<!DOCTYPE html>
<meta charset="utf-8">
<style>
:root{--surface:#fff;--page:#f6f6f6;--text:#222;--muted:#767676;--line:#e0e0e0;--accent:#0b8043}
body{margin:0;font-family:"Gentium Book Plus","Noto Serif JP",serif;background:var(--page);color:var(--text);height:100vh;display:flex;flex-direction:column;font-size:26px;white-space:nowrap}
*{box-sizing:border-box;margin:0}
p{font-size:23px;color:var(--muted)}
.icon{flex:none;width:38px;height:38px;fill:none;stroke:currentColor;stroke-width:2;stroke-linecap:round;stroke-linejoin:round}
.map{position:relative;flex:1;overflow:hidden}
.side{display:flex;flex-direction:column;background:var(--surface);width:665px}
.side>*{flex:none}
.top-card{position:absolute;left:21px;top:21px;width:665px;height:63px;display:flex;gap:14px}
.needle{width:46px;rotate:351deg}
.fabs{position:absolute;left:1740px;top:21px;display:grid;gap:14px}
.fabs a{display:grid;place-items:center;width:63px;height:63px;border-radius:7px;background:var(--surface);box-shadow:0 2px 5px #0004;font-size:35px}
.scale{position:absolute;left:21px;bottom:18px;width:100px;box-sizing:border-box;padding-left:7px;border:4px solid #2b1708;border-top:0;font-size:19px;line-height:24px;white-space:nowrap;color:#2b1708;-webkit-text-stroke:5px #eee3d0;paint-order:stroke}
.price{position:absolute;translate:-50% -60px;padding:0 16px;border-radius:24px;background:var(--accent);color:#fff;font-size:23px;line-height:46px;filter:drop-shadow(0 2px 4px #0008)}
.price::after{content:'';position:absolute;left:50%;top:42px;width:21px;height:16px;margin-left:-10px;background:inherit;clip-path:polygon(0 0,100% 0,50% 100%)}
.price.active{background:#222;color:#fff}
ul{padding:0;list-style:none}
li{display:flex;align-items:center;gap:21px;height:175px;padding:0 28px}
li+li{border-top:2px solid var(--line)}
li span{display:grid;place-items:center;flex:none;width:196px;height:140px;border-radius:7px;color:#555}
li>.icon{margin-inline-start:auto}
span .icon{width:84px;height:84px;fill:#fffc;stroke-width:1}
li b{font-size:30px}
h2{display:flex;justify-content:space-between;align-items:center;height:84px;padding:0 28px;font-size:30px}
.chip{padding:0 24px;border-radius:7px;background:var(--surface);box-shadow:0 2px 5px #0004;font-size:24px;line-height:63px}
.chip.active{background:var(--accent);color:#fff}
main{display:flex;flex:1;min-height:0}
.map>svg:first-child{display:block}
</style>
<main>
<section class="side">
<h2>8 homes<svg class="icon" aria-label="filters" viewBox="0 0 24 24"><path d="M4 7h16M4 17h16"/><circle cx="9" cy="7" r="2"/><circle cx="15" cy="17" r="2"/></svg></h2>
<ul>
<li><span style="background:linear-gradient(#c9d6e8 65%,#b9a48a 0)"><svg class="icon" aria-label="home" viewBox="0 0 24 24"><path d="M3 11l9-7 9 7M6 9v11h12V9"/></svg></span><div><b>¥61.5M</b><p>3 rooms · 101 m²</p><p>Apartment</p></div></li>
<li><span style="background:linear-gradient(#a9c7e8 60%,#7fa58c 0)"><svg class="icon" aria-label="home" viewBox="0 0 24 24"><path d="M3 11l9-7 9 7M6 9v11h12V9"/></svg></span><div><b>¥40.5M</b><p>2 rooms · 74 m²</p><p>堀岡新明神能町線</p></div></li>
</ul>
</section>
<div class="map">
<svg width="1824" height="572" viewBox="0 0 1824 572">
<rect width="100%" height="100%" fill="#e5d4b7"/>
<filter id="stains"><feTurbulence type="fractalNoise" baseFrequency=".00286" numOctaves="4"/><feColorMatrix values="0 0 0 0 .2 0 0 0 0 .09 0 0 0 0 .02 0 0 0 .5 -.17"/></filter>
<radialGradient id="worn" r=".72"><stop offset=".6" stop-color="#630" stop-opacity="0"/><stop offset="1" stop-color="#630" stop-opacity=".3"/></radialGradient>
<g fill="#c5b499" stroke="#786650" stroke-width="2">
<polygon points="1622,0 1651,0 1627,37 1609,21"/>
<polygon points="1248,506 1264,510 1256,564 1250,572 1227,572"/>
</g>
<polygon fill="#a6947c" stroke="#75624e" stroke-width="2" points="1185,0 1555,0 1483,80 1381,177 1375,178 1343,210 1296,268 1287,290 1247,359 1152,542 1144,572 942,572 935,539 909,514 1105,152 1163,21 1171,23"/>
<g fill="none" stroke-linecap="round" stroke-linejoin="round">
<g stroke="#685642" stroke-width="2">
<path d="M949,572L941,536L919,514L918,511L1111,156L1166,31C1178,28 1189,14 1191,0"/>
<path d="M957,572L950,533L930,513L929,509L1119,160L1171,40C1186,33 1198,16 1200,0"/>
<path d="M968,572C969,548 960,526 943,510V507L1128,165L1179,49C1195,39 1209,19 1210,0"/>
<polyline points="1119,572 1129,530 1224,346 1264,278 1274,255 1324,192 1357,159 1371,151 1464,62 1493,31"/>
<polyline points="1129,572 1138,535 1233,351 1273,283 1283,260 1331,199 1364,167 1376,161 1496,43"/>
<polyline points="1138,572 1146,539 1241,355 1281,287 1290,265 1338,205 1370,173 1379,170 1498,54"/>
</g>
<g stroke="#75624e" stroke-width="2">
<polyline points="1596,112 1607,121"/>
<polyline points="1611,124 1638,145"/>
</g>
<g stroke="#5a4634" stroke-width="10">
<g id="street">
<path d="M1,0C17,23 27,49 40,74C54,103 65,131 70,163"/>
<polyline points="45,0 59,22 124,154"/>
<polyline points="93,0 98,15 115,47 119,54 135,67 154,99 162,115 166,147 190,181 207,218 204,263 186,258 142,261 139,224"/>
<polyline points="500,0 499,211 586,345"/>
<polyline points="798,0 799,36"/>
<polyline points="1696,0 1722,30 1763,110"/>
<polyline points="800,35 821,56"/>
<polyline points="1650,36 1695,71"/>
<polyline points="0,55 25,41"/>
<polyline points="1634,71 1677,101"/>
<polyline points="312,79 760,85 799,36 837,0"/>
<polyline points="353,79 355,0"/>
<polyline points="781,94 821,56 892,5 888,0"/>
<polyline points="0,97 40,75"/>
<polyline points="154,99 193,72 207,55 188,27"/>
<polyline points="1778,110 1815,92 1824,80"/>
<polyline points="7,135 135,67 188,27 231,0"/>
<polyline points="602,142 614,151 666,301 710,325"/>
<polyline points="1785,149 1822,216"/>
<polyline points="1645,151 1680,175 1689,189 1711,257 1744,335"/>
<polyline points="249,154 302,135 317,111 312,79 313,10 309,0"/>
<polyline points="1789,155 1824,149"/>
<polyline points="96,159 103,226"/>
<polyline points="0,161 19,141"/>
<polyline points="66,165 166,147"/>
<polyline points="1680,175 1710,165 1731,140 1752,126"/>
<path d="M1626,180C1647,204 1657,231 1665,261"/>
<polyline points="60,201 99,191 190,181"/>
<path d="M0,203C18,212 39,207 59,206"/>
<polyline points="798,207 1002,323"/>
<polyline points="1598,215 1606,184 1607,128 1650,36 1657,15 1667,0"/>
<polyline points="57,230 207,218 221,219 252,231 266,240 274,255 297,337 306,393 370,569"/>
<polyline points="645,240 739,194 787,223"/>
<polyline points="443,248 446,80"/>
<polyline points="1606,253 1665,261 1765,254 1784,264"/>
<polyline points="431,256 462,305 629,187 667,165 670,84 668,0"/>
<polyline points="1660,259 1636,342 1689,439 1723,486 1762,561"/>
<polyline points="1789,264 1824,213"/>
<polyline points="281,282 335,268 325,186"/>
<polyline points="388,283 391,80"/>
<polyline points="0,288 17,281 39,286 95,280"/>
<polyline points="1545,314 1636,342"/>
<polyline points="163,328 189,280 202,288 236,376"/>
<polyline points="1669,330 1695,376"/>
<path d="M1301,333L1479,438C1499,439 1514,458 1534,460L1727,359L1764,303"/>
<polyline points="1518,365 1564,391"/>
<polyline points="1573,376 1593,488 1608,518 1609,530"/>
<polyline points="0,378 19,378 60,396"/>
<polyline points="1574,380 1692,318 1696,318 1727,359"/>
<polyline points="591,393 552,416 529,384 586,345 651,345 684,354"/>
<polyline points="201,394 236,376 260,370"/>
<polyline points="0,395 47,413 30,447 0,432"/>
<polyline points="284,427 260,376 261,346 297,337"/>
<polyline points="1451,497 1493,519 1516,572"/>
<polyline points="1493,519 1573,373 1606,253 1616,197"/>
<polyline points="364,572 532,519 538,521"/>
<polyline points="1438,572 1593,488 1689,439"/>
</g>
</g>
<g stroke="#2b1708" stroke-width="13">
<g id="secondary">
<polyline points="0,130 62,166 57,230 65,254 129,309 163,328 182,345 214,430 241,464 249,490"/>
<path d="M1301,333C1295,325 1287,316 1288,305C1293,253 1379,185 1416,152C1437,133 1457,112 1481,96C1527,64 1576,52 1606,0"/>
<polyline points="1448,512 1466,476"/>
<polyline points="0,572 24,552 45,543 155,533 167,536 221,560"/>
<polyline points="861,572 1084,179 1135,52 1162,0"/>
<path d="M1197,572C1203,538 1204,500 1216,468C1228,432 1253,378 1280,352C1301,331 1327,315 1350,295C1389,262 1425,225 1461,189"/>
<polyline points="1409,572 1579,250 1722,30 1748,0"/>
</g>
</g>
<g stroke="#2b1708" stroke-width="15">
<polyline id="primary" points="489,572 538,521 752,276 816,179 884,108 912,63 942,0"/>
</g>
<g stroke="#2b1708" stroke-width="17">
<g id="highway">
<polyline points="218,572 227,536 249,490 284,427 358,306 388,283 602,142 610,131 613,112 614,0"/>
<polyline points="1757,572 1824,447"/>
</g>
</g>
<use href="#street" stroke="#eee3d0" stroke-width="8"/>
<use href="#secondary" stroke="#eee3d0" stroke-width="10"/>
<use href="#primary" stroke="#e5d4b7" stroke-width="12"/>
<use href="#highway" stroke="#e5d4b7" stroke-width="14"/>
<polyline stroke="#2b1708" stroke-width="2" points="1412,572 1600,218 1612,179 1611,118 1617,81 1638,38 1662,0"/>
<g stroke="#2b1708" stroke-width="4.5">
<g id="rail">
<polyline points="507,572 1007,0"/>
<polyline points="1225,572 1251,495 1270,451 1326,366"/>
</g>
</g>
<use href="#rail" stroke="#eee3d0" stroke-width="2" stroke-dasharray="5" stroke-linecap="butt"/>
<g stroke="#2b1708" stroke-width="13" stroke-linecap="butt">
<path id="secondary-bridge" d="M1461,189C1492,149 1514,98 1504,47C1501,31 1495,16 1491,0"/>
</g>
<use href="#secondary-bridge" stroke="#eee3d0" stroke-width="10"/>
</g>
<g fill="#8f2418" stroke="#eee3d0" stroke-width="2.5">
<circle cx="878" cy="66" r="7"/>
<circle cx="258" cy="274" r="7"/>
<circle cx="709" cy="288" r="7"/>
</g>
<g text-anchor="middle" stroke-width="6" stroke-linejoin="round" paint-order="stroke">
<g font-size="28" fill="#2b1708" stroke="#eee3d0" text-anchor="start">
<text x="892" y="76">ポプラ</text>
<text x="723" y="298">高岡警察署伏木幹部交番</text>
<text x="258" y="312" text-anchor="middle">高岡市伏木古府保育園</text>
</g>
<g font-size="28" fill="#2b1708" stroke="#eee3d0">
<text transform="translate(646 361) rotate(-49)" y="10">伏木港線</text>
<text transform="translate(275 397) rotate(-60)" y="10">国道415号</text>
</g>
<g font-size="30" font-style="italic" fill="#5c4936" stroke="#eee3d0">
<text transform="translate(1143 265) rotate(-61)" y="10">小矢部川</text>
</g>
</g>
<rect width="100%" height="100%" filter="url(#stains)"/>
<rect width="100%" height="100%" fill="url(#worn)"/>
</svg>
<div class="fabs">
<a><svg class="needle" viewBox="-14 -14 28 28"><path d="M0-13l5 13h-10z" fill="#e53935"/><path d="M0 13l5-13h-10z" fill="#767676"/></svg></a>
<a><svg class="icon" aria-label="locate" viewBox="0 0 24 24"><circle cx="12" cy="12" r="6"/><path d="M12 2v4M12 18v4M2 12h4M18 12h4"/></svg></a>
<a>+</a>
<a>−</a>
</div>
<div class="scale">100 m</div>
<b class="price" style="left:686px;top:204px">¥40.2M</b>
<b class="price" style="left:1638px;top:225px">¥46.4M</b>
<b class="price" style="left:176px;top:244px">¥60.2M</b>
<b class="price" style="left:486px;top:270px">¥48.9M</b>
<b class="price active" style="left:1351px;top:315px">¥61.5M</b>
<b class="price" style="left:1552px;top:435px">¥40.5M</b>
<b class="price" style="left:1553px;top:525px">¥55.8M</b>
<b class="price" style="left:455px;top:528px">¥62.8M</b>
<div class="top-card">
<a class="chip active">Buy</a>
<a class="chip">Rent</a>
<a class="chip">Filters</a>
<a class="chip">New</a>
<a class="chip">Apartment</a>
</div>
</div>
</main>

:::::

_PROBLEM TO SOLVE_.
If a line in the data contains the string "start", count it, then give the total and nothing else.

_TASK RESULT_.
2